北海道庁爆破・再審請求裁判(大森勝久)

第82回 裁判官は科学的に証拠を分析評価していません
(2016年5月15日記)
第82回 裁判官は科学的に証拠を分析評価していません
●「ねじの傷」についての「原決定」の認定を批判します
  原決定(札幌地裁)は「そもそも里及び中島は確定審の公判において本件ネジの傷の有無について質問されておらず、傷がないと証言したわけではない。また、仮に両名が傷の存在に気付かなかったとしても、傷がドライバー溝に付いた極めて小さいものであることに鑑みれば、そのことが不自然であるとは言えない。さらに、中島鑑定書及び昭和51年8月29日付け鑑定書(確定第1審検201)の各鑑定事項は、本件ネジの製品名、用途、爆破現場の遺留品との関係等であり、傷の有無に着目したものではなかったことに照らせば、上記鑑定書が傷の存在に言及していないことが不自然であるとは言えない」と認定しました。
  この認定を批判します。

  @里警部は、弁護人の「あなたが押収したというネジですが(…)それは別にこのネジ自体に特徴があって見覚えがある、ということではないんでしょう」の質問に、「まあ、これに固有の特徴というのはないと思いますけれども」と答えたのです。それに続く弁護人の「つまり、あなたが押収したのと、今法廷で見ているのとは、形と色などが似てて、同種類ということが言えるんでしょう」の質問に、彼は「これはもう、マイナスネジであり、大きさといい、これは当時私がよく確認していますので、これに間違いないというふうに思います」と答えています(46回公判、9752丁)。たしかに弁護人は、(検)766番のネジに傷が付いていることを認識していなくて質問をしています。しかし里氏の答えは事実上、「私が発見押収したネジには傷はついていませんでした」と述べたのと同じ内容になっているのです。彼は押収時にネジを「よく確認して」いるのです。

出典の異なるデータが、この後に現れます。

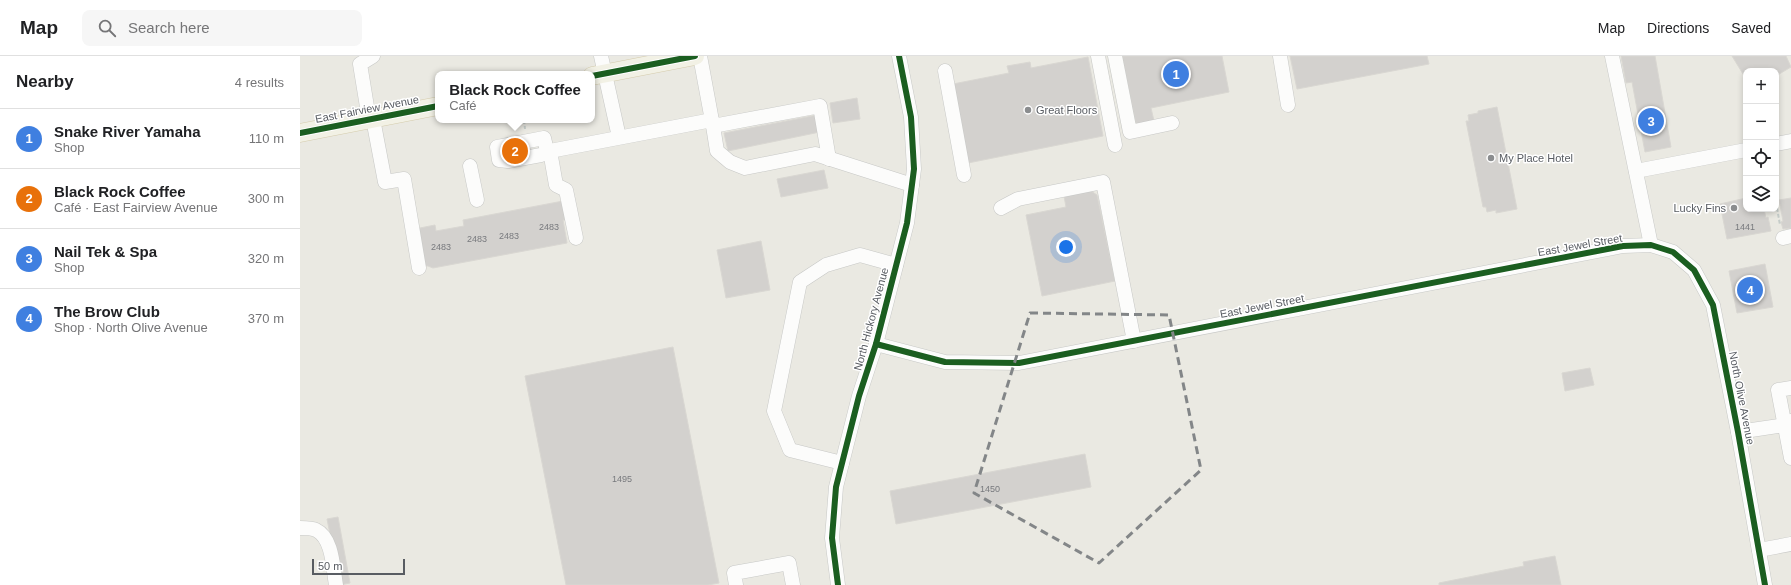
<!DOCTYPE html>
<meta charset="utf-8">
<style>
:root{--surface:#fff;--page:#f6f6f6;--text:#202124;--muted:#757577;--line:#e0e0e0;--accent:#ea580c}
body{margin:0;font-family:Helvetica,sans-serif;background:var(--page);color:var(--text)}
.controls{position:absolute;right:12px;top:12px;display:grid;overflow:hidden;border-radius:8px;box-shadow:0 2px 6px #0003}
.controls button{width:36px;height:36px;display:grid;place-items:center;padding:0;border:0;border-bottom:1px solid var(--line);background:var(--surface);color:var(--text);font:20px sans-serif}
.scale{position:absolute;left:12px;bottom:10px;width:93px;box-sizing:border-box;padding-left:4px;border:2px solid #585c62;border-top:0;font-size:11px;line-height:14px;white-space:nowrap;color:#585c62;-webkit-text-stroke:3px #fff;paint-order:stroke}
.you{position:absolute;left:766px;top:191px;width:14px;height:14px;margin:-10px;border:3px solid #fff;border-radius:50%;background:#1a73e8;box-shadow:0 0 0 6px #1a73e833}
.badge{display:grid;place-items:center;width:26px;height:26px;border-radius:50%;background:var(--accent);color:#fff;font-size:13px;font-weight:700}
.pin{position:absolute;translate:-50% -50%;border:2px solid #fff;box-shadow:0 1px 4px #0006}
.popup{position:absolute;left:135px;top:15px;width:160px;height:52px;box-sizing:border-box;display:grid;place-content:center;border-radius:8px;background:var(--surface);filter:drop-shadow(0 1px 3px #0005);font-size:13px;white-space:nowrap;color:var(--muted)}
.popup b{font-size:15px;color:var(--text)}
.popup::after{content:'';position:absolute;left:50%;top:100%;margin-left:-8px;border:8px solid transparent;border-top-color:var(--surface)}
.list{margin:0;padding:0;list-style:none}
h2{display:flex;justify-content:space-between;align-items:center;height:52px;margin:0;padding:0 16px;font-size:17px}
h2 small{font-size:13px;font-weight:400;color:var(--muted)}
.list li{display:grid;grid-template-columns:26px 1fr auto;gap:12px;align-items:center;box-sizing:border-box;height:60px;padding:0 16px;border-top:1px solid var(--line)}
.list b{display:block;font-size:15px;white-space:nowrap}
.list p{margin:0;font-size:13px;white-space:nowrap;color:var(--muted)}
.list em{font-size:13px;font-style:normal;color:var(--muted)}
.icon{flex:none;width:22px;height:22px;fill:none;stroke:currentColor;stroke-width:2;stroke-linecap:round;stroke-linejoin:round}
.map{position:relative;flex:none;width:1491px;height:529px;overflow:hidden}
header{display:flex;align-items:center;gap:24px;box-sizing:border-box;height:56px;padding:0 20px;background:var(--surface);border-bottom:1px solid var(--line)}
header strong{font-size:19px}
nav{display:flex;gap:22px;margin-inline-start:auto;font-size:14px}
.search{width:280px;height:36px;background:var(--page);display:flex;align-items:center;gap:10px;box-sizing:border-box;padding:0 14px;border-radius:8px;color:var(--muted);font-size:15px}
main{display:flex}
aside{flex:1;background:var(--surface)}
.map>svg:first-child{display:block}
.building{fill:#d3d1ce;stroke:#d9d7d2}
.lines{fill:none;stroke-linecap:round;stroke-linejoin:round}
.minor-casing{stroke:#c7c8c6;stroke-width:15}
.major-casing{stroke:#d5ccad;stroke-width:19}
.path{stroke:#c5ccc9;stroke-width:2;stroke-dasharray:4 2;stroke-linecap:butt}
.minor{stroke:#fcfcfb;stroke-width:14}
.major{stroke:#f2f1e5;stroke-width:18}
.cycleway-casing{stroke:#fff;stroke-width:8}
.cycleway{stroke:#1b5e20;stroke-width:6}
.marked{fill:none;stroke:#838688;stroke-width:3;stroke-dasharray:8 5;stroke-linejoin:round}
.poi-dot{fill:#8b8d8f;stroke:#fff;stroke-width:1.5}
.labels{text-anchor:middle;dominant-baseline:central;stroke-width:3;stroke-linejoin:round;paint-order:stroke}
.number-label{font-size:9px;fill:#787a7e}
.street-label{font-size:11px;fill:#585c62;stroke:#fff}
.poi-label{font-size:11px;fill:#585c62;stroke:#fff;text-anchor:start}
</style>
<header>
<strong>Map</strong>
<div class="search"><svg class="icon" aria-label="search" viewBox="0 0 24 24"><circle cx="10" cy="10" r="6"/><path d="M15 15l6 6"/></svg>Search here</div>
<nav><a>Map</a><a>Directions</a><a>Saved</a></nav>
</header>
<main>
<aside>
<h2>Nearby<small>4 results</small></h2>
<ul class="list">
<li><span class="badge" style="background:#3f7fe0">1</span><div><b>Snake River Yamaha</b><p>Shop</p></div><em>110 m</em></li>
<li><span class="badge" style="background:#e8710a">2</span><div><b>Black Rock Coffee</b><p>Café · East Fairview Avenue</p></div><em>300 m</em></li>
<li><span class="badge" style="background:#3f7fe0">3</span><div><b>Nail Tek &amp; Spa</b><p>Shop</p></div><em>320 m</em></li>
<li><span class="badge" style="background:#3f7fe0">4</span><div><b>The Brow Club</b><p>Shop · North Olive Avenue</p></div><em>370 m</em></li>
</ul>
</aside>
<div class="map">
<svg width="1491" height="529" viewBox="0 0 1491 529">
<rect width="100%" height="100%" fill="#eae9e2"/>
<g class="building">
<polygon points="822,0 922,0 929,36 851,52 854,65 836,68"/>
<polygon points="990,0 1127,0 1129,8 997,33"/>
<polygon points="1321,0 1355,0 1371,91 1345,96 1332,26 1326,27"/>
<polygon points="1432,0 1486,0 1491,11 1476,20 1476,15 1446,15 1446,23"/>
<polygon points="788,1 803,80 668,107 653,28 709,17 707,10 730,6 731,12"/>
<polygon points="557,42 560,63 533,67 530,47"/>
<polygon points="1197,51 1217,153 1196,157 1196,154 1187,156 1186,151 1183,151 1166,65 1169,65 1168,59 1178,57 1178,55"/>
<polygon points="517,59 520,76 428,95 424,77"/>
<polygon points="225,88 226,98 206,101 205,93"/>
<polygon points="524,114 528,132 481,141 477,123"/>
<polygon points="791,135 797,139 815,225 742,240 726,159 766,151 764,140"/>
<polygon points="1446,142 1446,153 1464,153 1466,162 1468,161 1471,175 1427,183 1420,148"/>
<polygon points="1491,142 1491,172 1483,173 1481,166 1483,165 1479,144"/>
<polygon points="263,145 266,164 263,164 267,187 133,212 128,210 123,210 115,173 135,169 136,175 164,170 163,164"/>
<polygon points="461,185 470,234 426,242 417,194"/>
<polygon points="1465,208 1473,251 1437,257 1429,215"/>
<polygon points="373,291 419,527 408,529 266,529 225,320"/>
<polygon points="1290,312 1294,329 1265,335 1262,317"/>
<polygon points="785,398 791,431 596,468 590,435"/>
<polygon points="38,461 50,527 40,529 27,463"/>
<polygon points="1255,500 1261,529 1139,529 1139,527 1224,510 1223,506"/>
</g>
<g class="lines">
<g class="minor-casing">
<g id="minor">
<polyline points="301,0 319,81"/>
<polyline points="400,0 413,70 520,50 529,103"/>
<polyline points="798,0 815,89"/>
<polyline points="815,0 830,76 872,67"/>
<polyline points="980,0 988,49"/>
<polyline points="1312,0 1351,189"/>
<polyline points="645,15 664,119"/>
<polyline points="69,63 60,8 73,0"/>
<polyline points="73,63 85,126 104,123 119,212"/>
<polyline points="413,70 417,95 430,106 445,112 515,98 612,129"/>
<polyline points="1476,88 1491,85"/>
<polyline points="241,99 208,105 199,104 197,91 244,82 247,95"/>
<polyline points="170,110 177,144"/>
<polyline points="1336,115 1446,94"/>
<polyline points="701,152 718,143 803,126 834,285"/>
<polyline points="276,182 266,134 256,129 250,95 412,64"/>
<polyline points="1483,182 1491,180"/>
<polyline points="576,288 645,306 719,307 1323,190 1351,189 1373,196 1394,214 1413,249 1438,376 1465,529"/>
<polyline points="1491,332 1478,334 1491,402"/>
<polyline points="1438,376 1485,369 1491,365"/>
<polyline points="542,407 490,394 474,355 500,226 526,209 560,199 596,209"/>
<path d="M0 472C5 472 12 472 16 474 33 482 33 513 36 529"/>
<polyline points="1459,494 1491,488"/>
<polyline points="436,529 434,517 489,507 493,529"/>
<polyline points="538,529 532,482 536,431 559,340 576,288 607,167 614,113 611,61 599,0"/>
</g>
</g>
<g class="major-casing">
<g id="major">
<polyline points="292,20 395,0"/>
<polyline points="0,77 138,50"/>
</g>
</g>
<g class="path">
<polyline points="224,64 225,73"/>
<polyline points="1476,146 1480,169"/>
</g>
<use href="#minor" class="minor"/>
<use href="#major" class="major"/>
<g class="cycleway-casing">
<g id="cycleway">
<polyline points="292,20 395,0"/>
<polyline points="0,77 138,50"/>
<polyline points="576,288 645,306 719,307 1323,190 1351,189 1373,196 1394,214 1413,249 1438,376 1465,529"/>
<polyline points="538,529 532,482 536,431 559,340 576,288 607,167 614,113 611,61 599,0"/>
</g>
</g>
<use href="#cycleway" class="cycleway"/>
</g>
<path class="marked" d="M730 257 869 259 901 414 799 507 674 437Z"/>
<g class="poi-dot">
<circle cx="728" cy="54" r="4"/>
<circle cx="1191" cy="102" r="4"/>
<circle cx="1434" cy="152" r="4"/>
</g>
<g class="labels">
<g class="number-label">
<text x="249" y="171">2483</text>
<text x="1445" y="171">1441</text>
<text x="209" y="180">2483</text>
<text x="177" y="183">2483</text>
<text x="141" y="191">2483</text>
<text x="322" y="423">1495</text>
<text x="690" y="433">1450</text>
</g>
<g class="street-label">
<text transform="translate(67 53) rotate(-11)">East Fairview Avenue</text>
<text transform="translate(1280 189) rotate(-10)">East Jewel Street</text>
<text transform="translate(962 250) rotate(-11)">East Jewel Street</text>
<text transform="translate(571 263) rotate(-75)">North Hickory Avenue</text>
<text transform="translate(1442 342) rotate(79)">North Olive Avenue</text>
</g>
<g class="poi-label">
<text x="736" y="54">Great Floors</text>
<text x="1199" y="102">My Place Hotel</text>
<text x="1426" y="152" text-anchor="end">Lucky Fins</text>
</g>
</g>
</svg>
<div class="controls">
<button>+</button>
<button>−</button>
<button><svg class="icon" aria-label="locate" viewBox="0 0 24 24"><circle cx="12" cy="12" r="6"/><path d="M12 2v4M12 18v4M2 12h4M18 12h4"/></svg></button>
<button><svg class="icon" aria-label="layers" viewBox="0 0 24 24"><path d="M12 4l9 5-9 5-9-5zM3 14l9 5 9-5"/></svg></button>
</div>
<div class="scale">50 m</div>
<div class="you"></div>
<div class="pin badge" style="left:876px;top:18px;background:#3f7fe0">1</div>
<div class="pin badge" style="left:215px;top:95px;background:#e8710a">2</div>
<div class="popup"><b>Black Rock Coffee</b>Café</div>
<div class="pin badge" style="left:1351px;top:65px;background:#3f7fe0">3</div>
<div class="pin badge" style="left:1450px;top:234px;background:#3f7fe0">4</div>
</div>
</main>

  A中島氏も、弁護人から「全く同じかどうかというのは、何かそれなりに調べたりした特徴があるというようなことは言えるんですか」と質問されて、「全く同じであるということはとくに印でもつけない限り、そのへんは」と答えています。弁護人が「今、法廷で見せられたものを見て、どこか特徴が一致しているから同じだというようなことは言えないんですか」と問うと、彼は「そこになりますと、ちょっとはっきり言えないんですね」と答えたのでした(48回公判、9872丁〜73丁)。つまり中島氏も事実上、「ネジには傷は付いていませんでした(だからここにあるネジが以前私が鑑定したネジと同じだと根拠を示して言うことはできません)」と答えたのと同じ内容を証言しているのです。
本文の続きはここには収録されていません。